Only a number is wanted here, namely how many lines of the data contain the string "canvas".

### DATASET ENTRIES ###

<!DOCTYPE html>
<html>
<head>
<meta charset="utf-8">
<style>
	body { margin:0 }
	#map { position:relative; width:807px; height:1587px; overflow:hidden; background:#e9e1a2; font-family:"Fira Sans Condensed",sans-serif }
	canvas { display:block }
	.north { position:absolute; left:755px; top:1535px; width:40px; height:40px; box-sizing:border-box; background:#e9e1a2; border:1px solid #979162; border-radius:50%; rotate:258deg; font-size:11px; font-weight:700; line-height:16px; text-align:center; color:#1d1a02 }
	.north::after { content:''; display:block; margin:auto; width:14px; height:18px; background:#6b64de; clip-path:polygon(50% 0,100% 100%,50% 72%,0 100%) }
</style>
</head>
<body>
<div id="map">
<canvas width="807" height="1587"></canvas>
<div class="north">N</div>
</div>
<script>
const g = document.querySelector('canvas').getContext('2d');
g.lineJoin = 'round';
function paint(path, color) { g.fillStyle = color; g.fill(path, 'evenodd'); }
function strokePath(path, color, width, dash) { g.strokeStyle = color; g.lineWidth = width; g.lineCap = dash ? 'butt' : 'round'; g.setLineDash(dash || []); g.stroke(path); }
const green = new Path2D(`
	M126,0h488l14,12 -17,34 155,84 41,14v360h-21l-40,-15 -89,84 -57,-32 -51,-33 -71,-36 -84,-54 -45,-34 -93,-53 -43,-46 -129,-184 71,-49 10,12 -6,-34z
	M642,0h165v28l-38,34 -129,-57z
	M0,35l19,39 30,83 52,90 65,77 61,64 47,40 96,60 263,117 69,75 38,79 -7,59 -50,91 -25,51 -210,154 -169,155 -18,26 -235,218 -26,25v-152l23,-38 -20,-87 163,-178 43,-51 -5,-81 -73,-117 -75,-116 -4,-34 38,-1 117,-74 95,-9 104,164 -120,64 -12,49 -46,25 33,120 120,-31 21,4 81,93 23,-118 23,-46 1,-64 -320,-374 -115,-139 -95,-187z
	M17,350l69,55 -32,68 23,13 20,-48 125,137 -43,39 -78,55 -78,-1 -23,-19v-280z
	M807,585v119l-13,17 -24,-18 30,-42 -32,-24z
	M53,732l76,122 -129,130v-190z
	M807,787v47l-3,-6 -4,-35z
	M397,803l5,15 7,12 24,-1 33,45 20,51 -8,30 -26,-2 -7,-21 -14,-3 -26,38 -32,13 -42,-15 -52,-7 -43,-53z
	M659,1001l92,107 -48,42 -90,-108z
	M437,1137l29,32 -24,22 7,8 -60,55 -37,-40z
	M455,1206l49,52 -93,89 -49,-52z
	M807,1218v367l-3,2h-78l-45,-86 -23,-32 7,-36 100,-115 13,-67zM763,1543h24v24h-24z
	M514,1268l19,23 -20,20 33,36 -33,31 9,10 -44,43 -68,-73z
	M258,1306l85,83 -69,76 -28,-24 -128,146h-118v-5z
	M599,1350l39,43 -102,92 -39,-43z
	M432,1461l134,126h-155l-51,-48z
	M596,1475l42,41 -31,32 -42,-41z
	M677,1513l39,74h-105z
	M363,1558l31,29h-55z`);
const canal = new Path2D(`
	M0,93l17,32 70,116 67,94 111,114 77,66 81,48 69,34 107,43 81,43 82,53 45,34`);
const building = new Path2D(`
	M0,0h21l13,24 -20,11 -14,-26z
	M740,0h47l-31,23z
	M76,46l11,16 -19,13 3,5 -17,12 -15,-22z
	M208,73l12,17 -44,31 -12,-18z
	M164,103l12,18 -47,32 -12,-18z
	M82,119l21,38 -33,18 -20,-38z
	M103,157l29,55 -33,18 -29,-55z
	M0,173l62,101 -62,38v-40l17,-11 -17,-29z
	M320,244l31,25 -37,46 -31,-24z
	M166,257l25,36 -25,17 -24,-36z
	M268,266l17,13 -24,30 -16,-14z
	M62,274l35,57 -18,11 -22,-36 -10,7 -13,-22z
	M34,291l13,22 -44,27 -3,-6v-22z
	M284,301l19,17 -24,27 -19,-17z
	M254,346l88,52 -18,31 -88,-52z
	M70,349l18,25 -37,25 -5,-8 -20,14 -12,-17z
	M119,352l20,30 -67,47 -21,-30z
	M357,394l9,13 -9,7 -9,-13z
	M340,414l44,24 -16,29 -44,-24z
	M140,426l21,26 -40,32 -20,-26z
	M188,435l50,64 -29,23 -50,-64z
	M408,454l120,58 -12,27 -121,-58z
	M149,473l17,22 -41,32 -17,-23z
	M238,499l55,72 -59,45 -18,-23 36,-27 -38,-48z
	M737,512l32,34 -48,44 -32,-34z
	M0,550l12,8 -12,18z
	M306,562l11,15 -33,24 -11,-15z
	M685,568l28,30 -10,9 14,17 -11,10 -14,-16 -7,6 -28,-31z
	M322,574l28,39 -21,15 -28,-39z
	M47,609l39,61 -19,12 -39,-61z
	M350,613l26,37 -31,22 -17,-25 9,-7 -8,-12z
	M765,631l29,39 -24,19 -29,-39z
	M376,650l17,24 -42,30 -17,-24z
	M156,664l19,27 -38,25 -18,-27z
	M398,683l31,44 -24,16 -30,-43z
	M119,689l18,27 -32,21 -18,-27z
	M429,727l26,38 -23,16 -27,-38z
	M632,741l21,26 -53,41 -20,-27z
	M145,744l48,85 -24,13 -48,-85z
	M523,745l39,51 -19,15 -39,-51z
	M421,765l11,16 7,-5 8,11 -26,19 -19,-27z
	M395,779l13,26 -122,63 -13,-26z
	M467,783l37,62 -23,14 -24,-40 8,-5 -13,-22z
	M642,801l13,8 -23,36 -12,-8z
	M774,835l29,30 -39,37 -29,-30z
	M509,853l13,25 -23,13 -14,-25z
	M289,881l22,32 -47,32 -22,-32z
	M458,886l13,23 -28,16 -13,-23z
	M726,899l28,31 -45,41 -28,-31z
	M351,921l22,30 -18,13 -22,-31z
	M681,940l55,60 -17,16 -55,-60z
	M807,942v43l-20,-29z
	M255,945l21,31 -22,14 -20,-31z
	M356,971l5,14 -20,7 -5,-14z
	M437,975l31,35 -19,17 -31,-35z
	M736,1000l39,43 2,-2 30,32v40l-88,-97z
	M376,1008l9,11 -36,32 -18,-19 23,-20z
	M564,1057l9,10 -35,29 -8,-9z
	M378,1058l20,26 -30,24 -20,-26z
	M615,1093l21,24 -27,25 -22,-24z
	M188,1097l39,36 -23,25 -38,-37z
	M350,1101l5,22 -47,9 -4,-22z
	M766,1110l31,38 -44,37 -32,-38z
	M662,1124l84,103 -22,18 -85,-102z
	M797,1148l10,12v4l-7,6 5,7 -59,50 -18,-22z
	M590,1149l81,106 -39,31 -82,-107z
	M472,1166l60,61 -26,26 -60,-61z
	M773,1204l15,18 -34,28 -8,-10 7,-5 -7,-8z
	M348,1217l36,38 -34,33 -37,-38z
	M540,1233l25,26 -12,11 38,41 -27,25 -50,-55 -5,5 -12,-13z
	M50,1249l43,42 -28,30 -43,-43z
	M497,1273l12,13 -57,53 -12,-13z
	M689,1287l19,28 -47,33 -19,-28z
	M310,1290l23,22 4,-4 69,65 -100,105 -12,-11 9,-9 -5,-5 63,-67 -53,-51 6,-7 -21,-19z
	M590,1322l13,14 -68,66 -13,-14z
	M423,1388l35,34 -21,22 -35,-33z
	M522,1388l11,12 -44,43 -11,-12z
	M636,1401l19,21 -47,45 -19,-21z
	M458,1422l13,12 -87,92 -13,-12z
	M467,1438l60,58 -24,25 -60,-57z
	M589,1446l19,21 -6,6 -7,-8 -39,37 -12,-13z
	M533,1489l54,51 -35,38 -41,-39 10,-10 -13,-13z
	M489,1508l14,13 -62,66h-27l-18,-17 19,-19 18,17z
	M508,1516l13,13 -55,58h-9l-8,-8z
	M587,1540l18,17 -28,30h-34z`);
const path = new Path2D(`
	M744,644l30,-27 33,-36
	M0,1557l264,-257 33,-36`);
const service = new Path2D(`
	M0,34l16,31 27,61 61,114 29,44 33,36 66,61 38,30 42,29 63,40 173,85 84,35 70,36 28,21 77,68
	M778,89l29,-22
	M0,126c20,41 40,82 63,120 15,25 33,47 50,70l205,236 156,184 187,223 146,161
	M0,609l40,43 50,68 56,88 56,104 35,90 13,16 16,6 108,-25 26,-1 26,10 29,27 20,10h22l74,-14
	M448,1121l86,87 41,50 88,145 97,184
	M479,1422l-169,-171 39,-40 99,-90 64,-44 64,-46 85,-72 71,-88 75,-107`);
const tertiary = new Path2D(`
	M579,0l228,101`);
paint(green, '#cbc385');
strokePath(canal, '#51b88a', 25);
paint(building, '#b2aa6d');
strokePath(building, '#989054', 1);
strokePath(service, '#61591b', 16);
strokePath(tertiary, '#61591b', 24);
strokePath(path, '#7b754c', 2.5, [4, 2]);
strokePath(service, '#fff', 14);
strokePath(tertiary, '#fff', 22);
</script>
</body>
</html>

###

▶ **THE COMPLETED TASK**
3